In 2010, Kerzner and Collins decided to form a band.  In 2012, they announced the band as Sound of Contact, with Collins on lead vocals and drums, Kerzner on keyboard, and colleagues Matt Dorsey and Kelly Nordstrom on bass and guitar. The band's debut album, Dimensionaut, was released worldwide in late May 2013.

On January 6, 2014, Kerzner left the band.  The official press release from Sound of Contact cited the loss of Kerzner as an "amicable split".  Kerzner stated he planned to pursue his own solo projects and continue his work with his company, Sonic Reality. In May 2014, Kerzner announced he and Mostly Autumn's Heather Findlay had co-founded a new band together, Mantra Vega.

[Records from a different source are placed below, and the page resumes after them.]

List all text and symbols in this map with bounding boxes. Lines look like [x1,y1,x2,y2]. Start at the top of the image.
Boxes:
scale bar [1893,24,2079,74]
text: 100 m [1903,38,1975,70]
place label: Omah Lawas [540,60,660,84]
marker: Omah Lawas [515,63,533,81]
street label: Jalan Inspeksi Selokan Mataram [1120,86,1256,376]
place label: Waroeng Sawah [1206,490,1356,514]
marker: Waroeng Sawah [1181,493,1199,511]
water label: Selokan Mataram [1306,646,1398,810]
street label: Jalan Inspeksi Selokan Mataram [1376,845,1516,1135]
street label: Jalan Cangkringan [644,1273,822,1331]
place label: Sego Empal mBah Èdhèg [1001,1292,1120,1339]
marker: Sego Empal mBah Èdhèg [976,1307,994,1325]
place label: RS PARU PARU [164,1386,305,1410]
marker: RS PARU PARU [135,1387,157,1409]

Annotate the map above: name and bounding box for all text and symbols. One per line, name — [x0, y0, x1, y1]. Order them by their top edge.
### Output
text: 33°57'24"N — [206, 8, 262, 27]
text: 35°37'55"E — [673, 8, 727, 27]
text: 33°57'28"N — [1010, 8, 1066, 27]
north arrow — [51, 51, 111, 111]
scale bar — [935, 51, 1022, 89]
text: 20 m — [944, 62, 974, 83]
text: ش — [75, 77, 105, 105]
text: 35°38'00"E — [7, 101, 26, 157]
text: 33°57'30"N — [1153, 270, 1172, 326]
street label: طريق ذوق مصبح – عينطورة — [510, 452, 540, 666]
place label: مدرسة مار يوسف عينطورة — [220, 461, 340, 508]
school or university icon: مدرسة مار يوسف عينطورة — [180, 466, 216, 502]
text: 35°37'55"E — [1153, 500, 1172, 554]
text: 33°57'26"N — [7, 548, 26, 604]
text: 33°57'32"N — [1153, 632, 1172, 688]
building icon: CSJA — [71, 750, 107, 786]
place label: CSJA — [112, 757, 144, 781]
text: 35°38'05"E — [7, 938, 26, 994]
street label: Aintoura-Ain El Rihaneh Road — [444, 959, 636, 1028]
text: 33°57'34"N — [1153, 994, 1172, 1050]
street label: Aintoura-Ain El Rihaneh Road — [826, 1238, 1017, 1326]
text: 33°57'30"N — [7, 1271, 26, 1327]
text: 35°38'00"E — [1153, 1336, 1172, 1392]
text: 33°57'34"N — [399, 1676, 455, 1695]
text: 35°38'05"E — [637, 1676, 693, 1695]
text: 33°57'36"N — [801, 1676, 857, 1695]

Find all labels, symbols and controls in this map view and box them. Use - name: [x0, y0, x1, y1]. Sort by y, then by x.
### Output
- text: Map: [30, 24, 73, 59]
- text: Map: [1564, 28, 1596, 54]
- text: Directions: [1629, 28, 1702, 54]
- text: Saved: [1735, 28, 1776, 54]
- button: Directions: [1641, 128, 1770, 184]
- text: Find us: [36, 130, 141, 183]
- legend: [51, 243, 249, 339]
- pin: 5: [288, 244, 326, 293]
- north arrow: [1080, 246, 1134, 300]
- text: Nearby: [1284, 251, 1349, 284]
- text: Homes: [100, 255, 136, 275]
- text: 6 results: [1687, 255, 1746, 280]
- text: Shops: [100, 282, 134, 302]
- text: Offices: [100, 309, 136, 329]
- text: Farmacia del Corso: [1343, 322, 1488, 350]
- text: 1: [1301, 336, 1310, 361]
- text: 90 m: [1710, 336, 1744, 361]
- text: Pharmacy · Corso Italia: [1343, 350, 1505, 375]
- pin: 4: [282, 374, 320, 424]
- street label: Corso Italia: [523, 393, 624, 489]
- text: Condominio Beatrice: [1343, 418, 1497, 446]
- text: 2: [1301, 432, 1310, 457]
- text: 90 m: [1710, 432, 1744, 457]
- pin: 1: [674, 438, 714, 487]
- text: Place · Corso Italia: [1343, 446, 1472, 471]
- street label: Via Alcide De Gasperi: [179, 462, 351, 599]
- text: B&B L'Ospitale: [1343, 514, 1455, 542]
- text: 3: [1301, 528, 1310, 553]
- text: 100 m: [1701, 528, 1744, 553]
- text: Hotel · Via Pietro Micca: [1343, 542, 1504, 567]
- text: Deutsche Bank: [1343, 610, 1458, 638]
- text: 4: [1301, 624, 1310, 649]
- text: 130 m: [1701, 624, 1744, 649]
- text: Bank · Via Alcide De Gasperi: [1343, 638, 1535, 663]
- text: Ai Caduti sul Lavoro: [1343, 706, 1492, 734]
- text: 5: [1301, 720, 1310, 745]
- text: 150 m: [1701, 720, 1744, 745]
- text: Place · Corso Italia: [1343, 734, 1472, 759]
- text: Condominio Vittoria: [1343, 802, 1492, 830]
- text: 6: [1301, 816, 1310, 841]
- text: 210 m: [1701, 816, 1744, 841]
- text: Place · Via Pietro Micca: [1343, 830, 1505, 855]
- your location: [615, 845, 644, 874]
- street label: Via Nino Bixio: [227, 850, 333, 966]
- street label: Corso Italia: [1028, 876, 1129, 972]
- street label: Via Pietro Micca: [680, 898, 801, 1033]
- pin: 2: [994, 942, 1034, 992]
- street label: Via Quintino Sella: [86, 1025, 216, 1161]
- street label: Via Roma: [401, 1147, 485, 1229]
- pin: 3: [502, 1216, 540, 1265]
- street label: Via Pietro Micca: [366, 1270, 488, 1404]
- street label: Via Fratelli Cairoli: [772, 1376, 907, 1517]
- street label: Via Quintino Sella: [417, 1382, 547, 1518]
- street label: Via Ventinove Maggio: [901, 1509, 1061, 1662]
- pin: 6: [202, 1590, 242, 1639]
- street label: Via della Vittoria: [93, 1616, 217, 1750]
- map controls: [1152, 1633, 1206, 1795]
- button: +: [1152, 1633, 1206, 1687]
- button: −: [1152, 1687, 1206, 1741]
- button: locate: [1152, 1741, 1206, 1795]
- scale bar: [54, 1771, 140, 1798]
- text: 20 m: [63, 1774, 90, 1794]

Kerzner rejoined Sound of Contact in April 2015, and alongside Nordstrom, Collins, and Dorsey, began work in Oxfordshire on the band's second album.

Solo career
In December 2014, Kerzner released his first solo album, New World.  The album features numerous artists such as Fernando Perdomo, Nick D'Virgilio, Francis Dunnery, and Durga McBroom. Produced and mixed by Kerzner, New World was funded in part from a kickstarter campaign.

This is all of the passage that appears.